Today in Motorcycle History

Revere Motorcycles

The Revere was produced by W. H. Whitehouse and Co of Friars Road, Coventry, in 1915 and from 1919 to 1922. Whitehouse was previously a works manager at the Premier Cycle Company. The motorcycles are believed to have been manufactured by Sparkbrook in Coventry and rebadged.

  • 1915 The company chose the then new 269cc Villiers two-stroke engine for their machine which had a two-speed countershaft gearbox and chain-cum-belt transmission. Wartime meant that the venture was short-lived, and so it was put aside for a time.

    1919 Towards the end of the year, the Revere name appeared once more on a very similar machine with Druid forks, Albion geabox and stirrup front brakes.

    1920 A two-speed Sparkbrook gearbox was also being specified, and a version with single-speed direct-belt drive was listed for the first time.

    1921 A change to a two-speed Sturmey-Archer gearbox was the only change that year.

    1922 They changed back to the Sparkbrook gearbox. The single-speed model had been available throughout. It was their final year.

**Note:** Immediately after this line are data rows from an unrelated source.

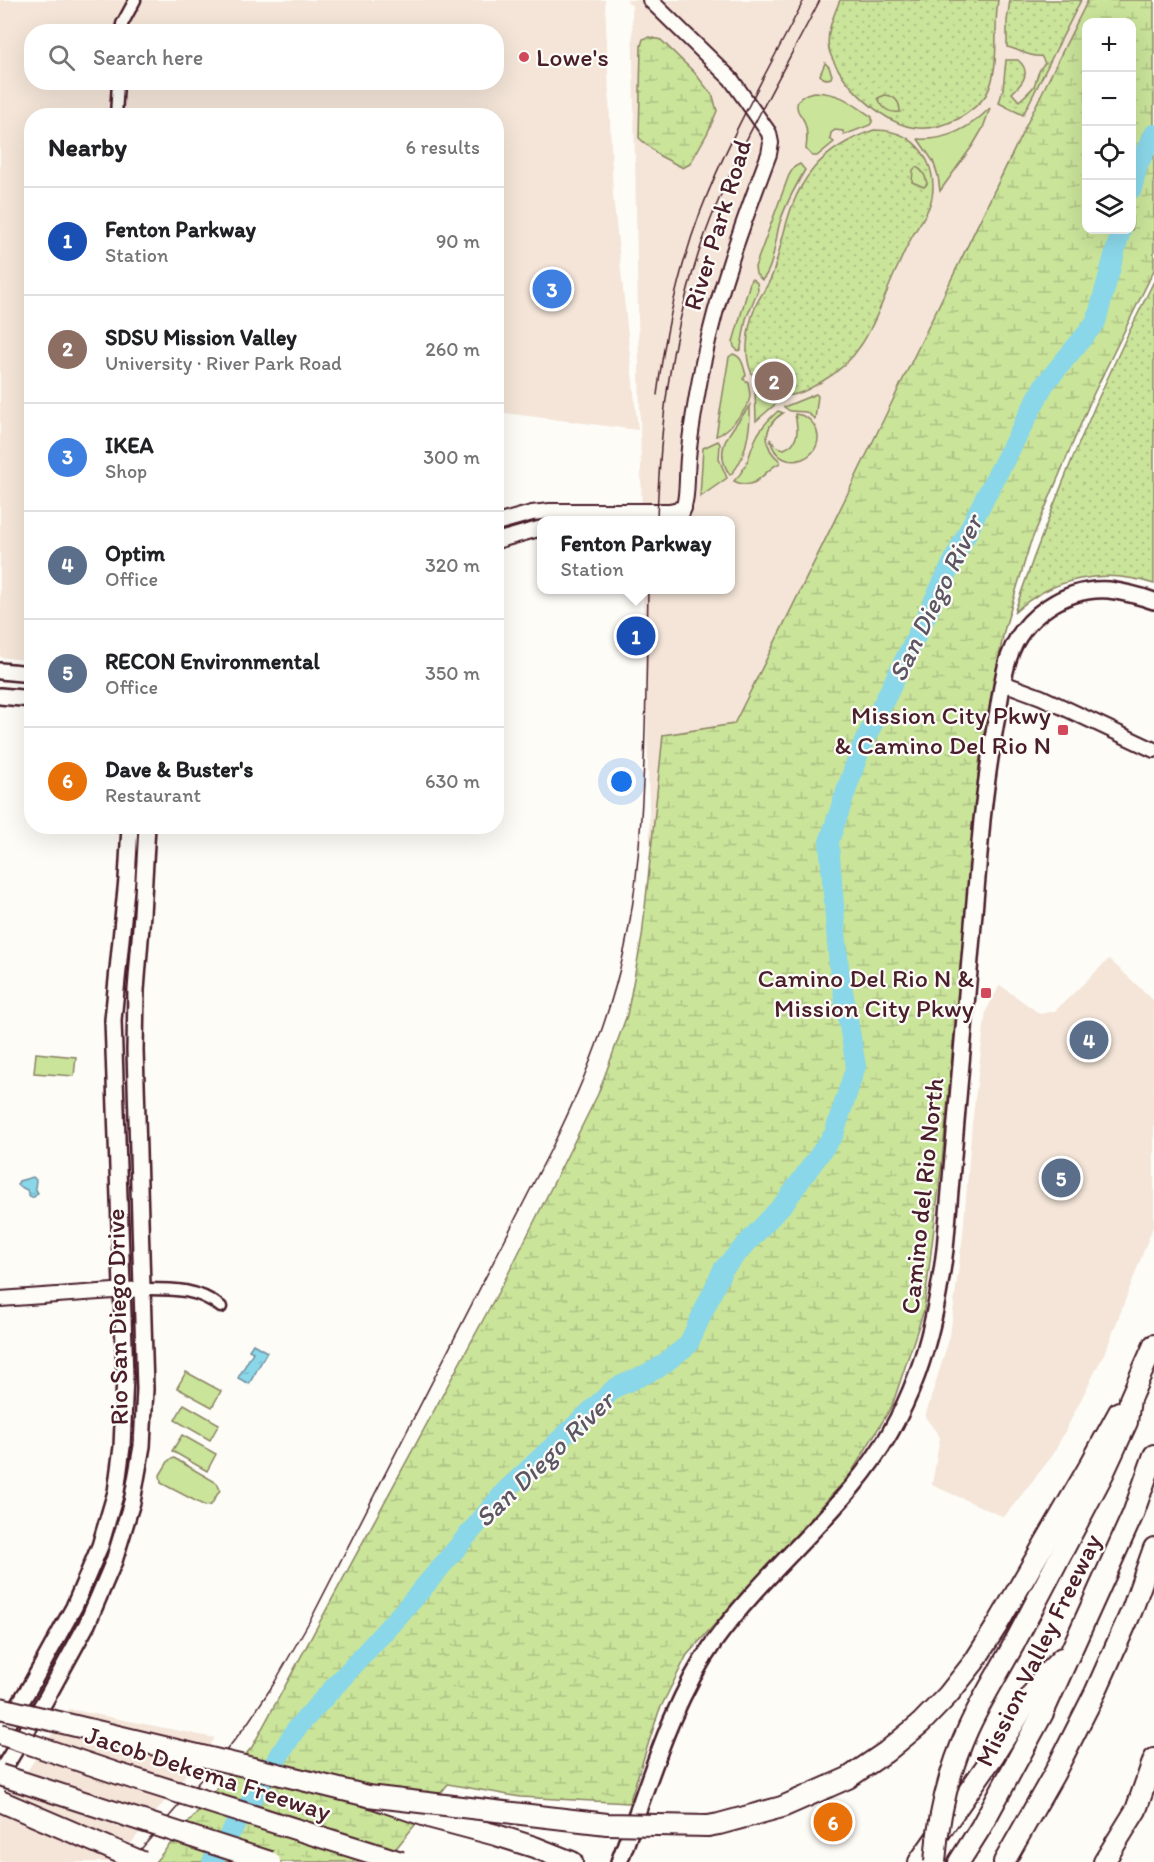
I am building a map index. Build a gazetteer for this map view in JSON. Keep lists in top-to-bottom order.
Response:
{
  "streets": {
    "highway": ["Mission Valley Freeway", "Jacob Dekema Freeway"],
    "main road": ["Camino del Rio North", "Rio San Diego Drive"],
    "street": ["River Park Road"]
  },
  "crossings": [
    ["Rio San Diego Drive", "Jacob Dekema Freeway"]
  ],
  "water": ["San Diego River"],
  "places": {
    "other": ["Lowe's"],
    "transit": ["Mission City Pkwy & Camino Del Rio N", "Camino Del Rio N & Mission City Pkwy"]
  },
  "page": {
    "map_buttons": ["+", "−"],
    "search": "Search here",
    "heading": ["Nearby", "6 results"],
    "list": [
      {
        "mark": "1",
        "name": "Fenton Parkway",
        "note": "Station",
        "value": "90 m"
      },
      {
        "mark": "2",
        "name": "SDSU Mission Valley",
        "note": "University · River Park Road",
        "value": "260 m"
      },
      {
        "mark": "3",
        "name": "IKEA",
        "note": "Shop",
        "value": "300 m"
      },
      {
        "mark": "4",
        "name": "Optim",
        "note": "Office",
        "value": "320 m"
      },
      {
        "mark": "5",
        "name": "RECON Environmental",
        "note": "Office",
        "value": "350 m"
      },
      {
        "mark": "6",
        "name": "Dave & Buster's",
        "note": "Restaurant",
        "value": "630 m"
      }
    ],
    "pins": [
      "3",
      "2",
      "1",
      "4",
      "5",
      "6"
    ],
    "popup": ["Fenton Parkway", "Station"]
  }
}
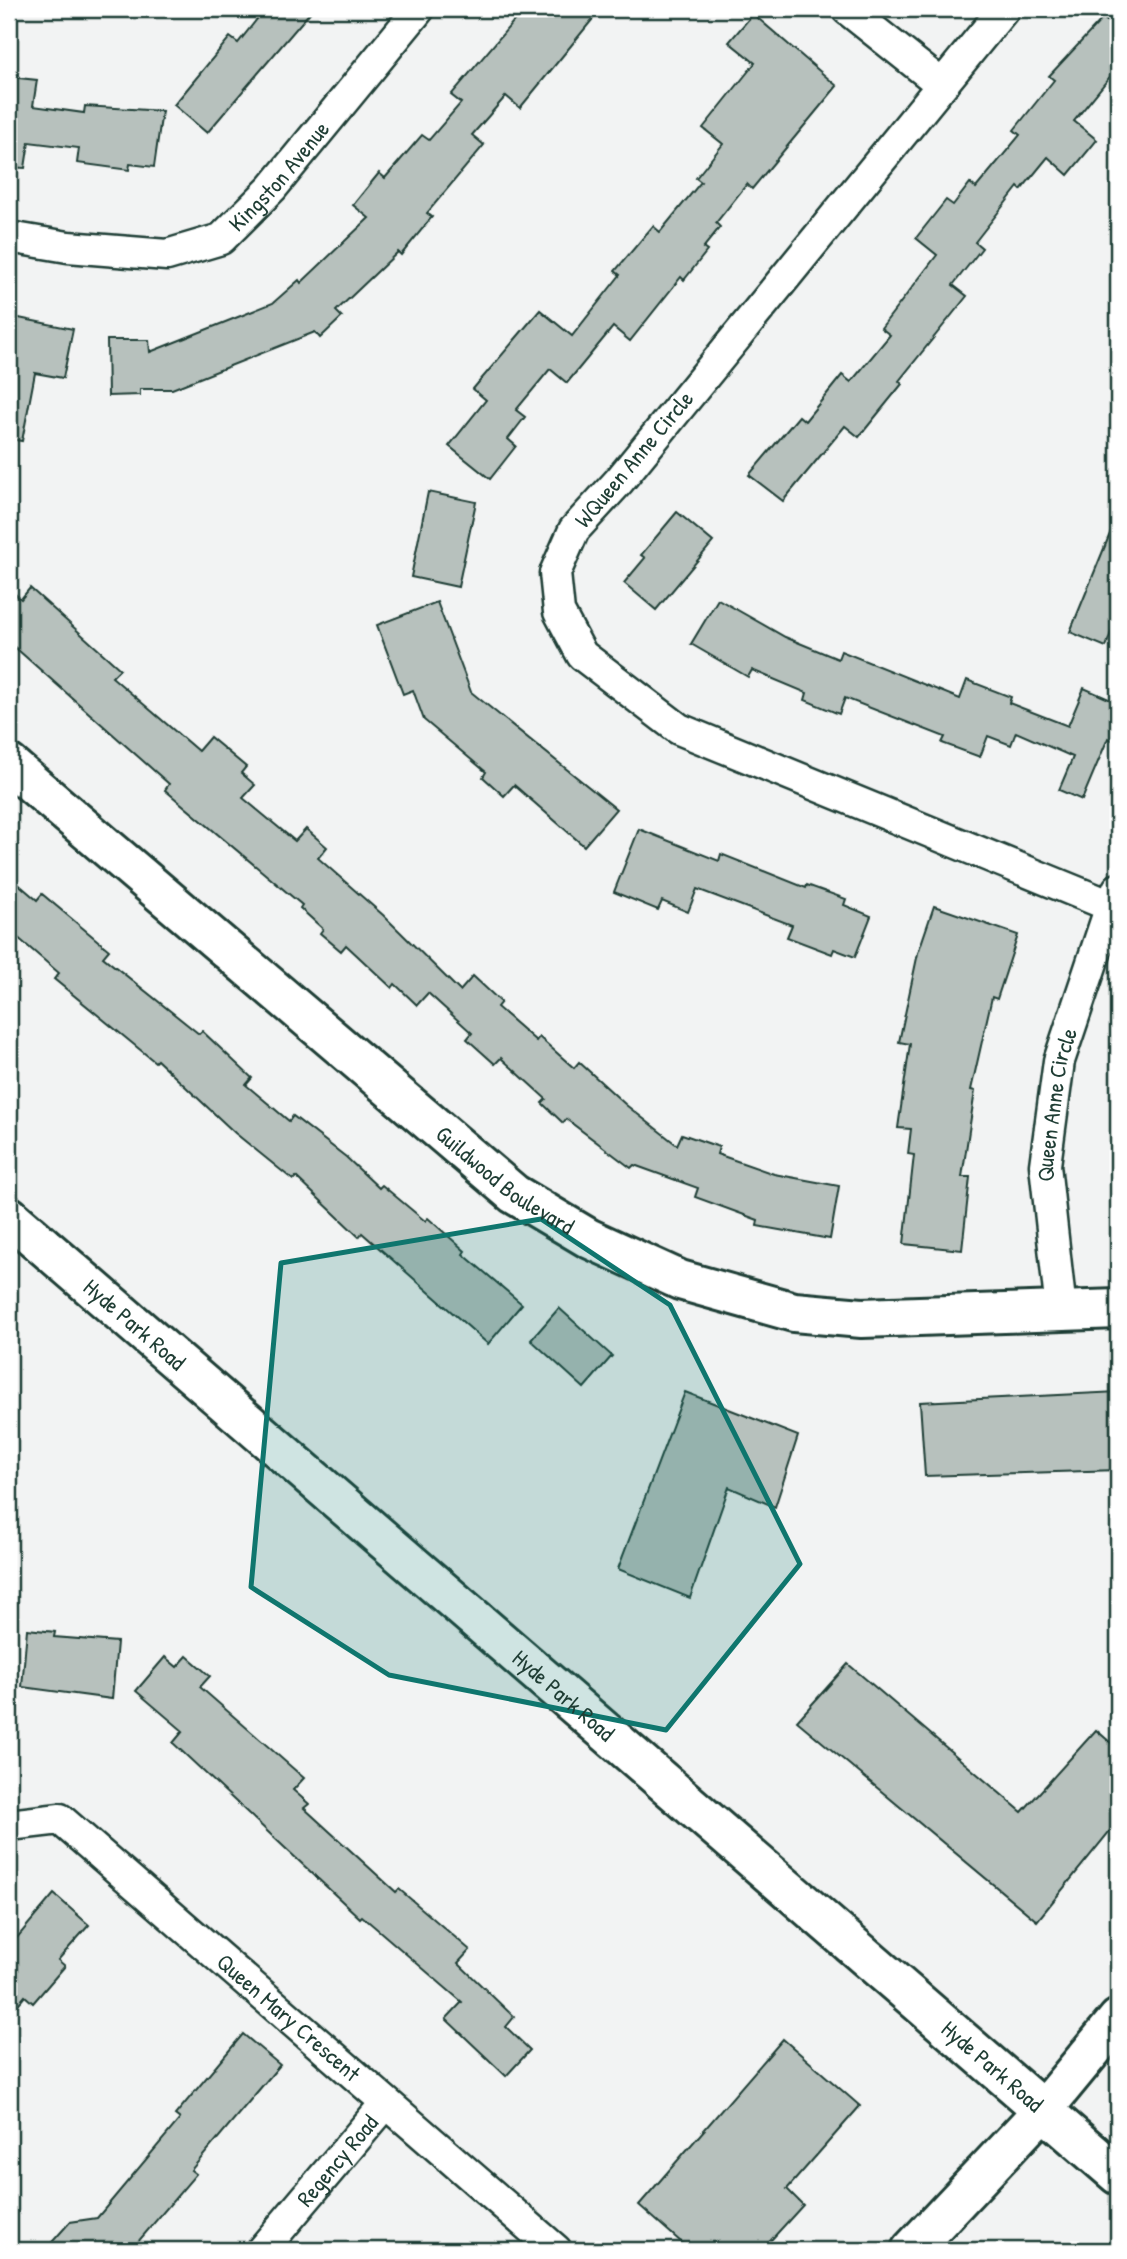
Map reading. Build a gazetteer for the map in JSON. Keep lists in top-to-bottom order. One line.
{"streets":{"street":["Kingston Avenue","WQueen Anne Circle","Queen Anne Circle","Guildwood Boulevard","Hyde Park Road","Queen Mary Crescent","Regency Road"]},"crossings":[["WQueen Anne Circle","Queen Anne Circle"],["Queen Anne Circle","Guildwood Boulevard"],["Queen Mary Crescent","Regency Road"]]}
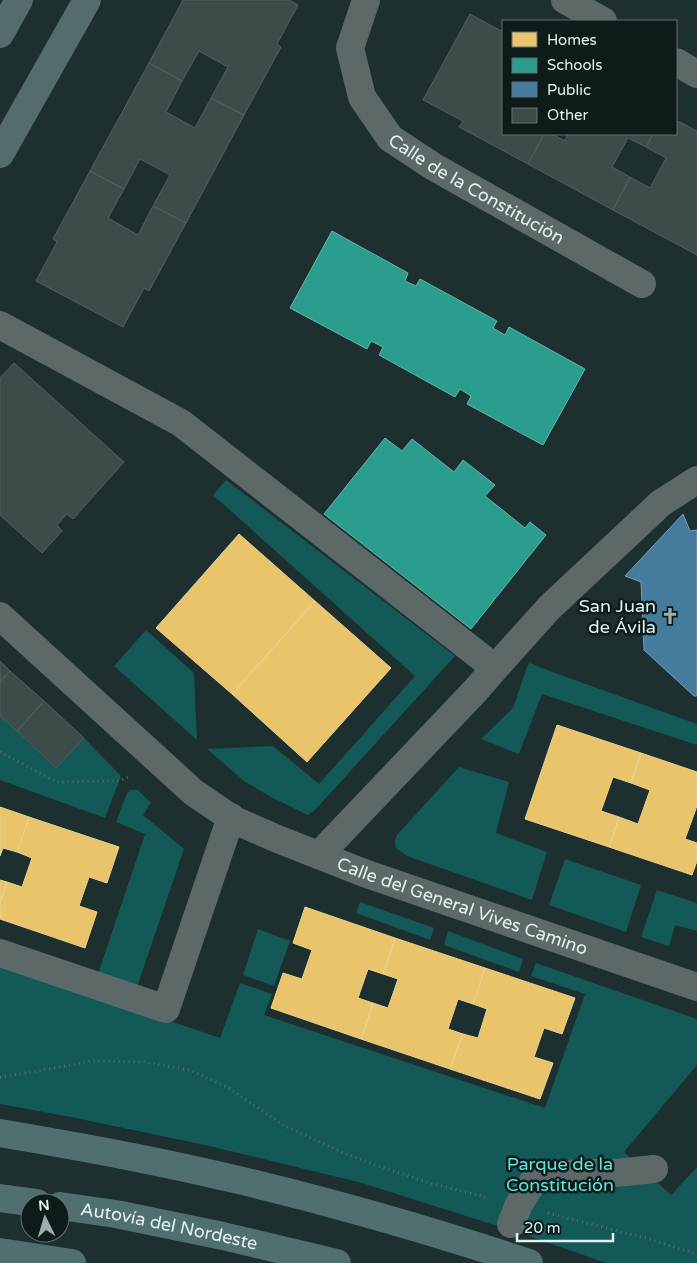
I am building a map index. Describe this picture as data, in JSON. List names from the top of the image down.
{
  "streets": {
    "highway": ["Autovía del Nordeste"],
    "street": ["Calle de la Constitución", "Calle del General Vives Camino"]
  },
  "parks": ["Parque de la Constitución"],
  "places": {
    "church": ["San Juan de Ávila"]
  },
  "legend": [
    "Homes",
    "Schools",
    "Public",
    "Other"
  ],
  "scale_bar": "20 m",
  "north": "top"
}
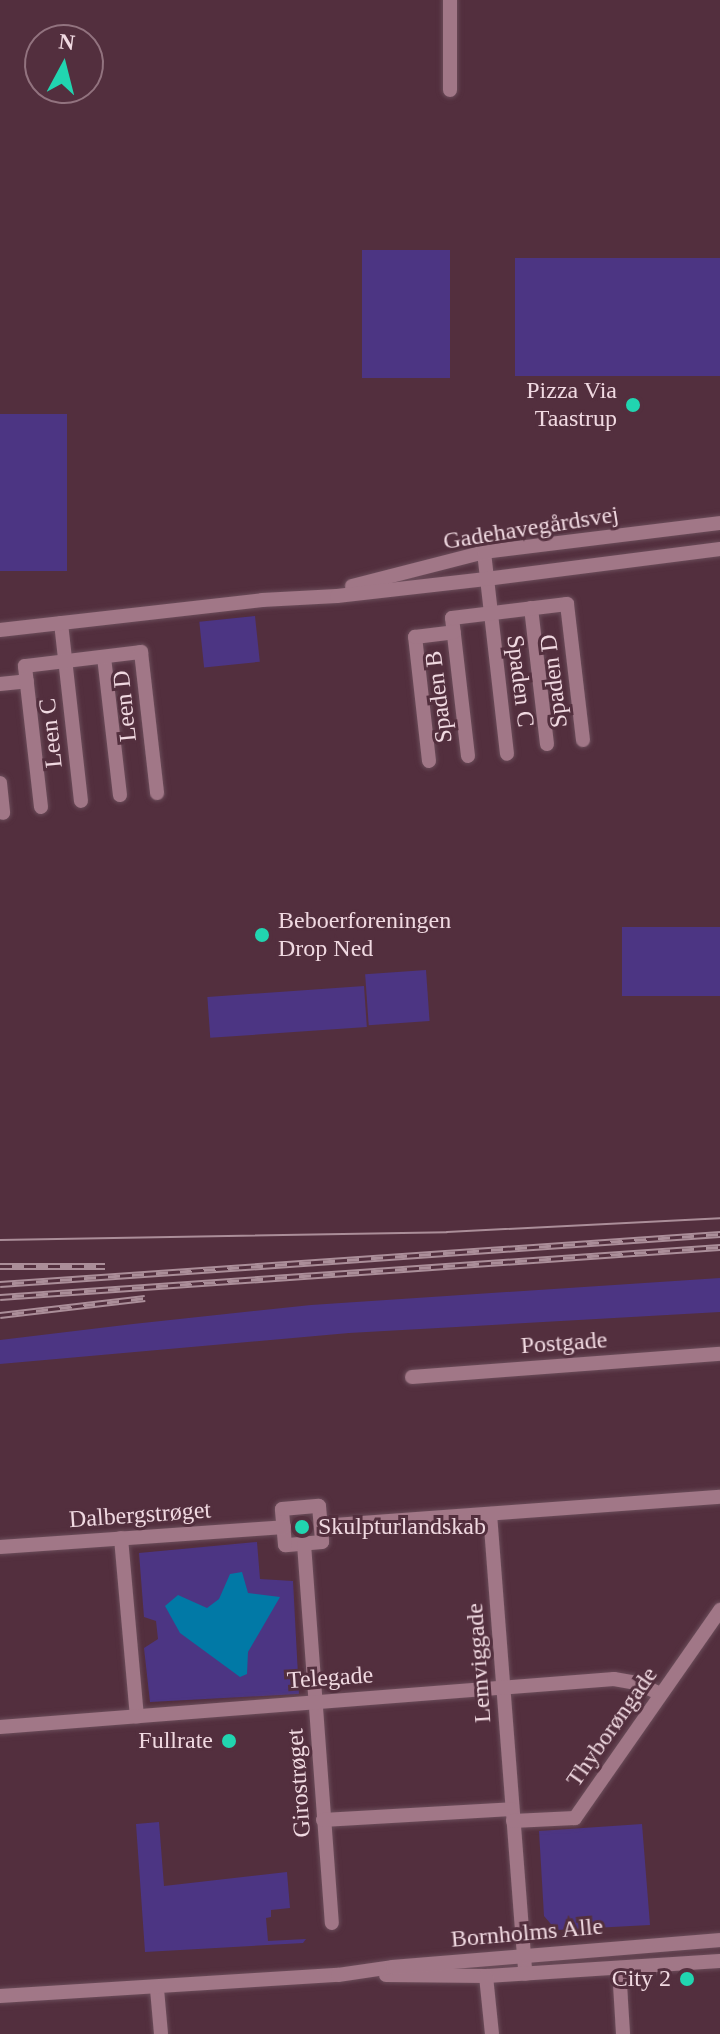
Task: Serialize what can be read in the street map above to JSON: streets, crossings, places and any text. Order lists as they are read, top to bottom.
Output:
{
  "streets": {
    "street": [
      "Gadehavegårdsvej",
      "Spaden C",
      "Spaden D",
      "Spaden B",
      "Leen D",
      "Leen C",
      "Postgade",
      "Dalbergstrøget",
      "Lemviggade",
      "Telegade",
      "Thyborøngade",
      "Girostrøget",
      "Bornholms Alle"
    ]
  },
  "crossings": [
    ["Gadehavegårdsvej", "Spaden C"],
    ["Gadehavegårdsvej", "Leen C"],
    ["Spaden C", "Spaden D"],
    ["Spaden C", "Spaden B"],
    ["Spaden D", "Spaden B"],
    ["Leen D", "Leen C"],
    ["Lemviggade", "Telegade"],
    ["Lemviggade", "Thyborøngade"],
    ["Lemviggade", "Bornholms Alle"],
    ["Telegade", "Thyborøngade"],
    ["Telegade", "Girostrøget"]
  ],
  "places": [
    "Pizza Via Taastrup",
    "Beboerforeningen Drop Ned",
    "Skulpturlandskab",
    "Fullrate",
    "City 2"
  ],
  "north": "top"
}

The Revere Showcard. A good step in the publicity campaign pursued by the makers of the Revere two-stroke machine is the publication of a well-designed showcard which will appeal to agents. The Revere is made by W. H. Whitehouse and Co., Ltd., of Coventry, in two models, i.e., with or without a two-speed gear.

The Motor Cycle, October 14th 1915.


Two models of the Revere two-stroke machine will be marketed next year, a single and a two-speed model. The general design will be as before, though a few details have received attention; among them is the oiling system, carried out from a pump to the inlet pipe.

On referring to the sketch of the new system, it will be seen that a pipe leads from the pump to the crank case, the bolt for the engine hanger being drilled out to receive it. To improve the weatherproofing of the machine it has been decided to introduce black enamelled rims in lieu of the usual plated ones. A point about the single-speed model is that no alteration is required if it IS desired to fit a two-speed gearbox, ample accommodation for which is provided.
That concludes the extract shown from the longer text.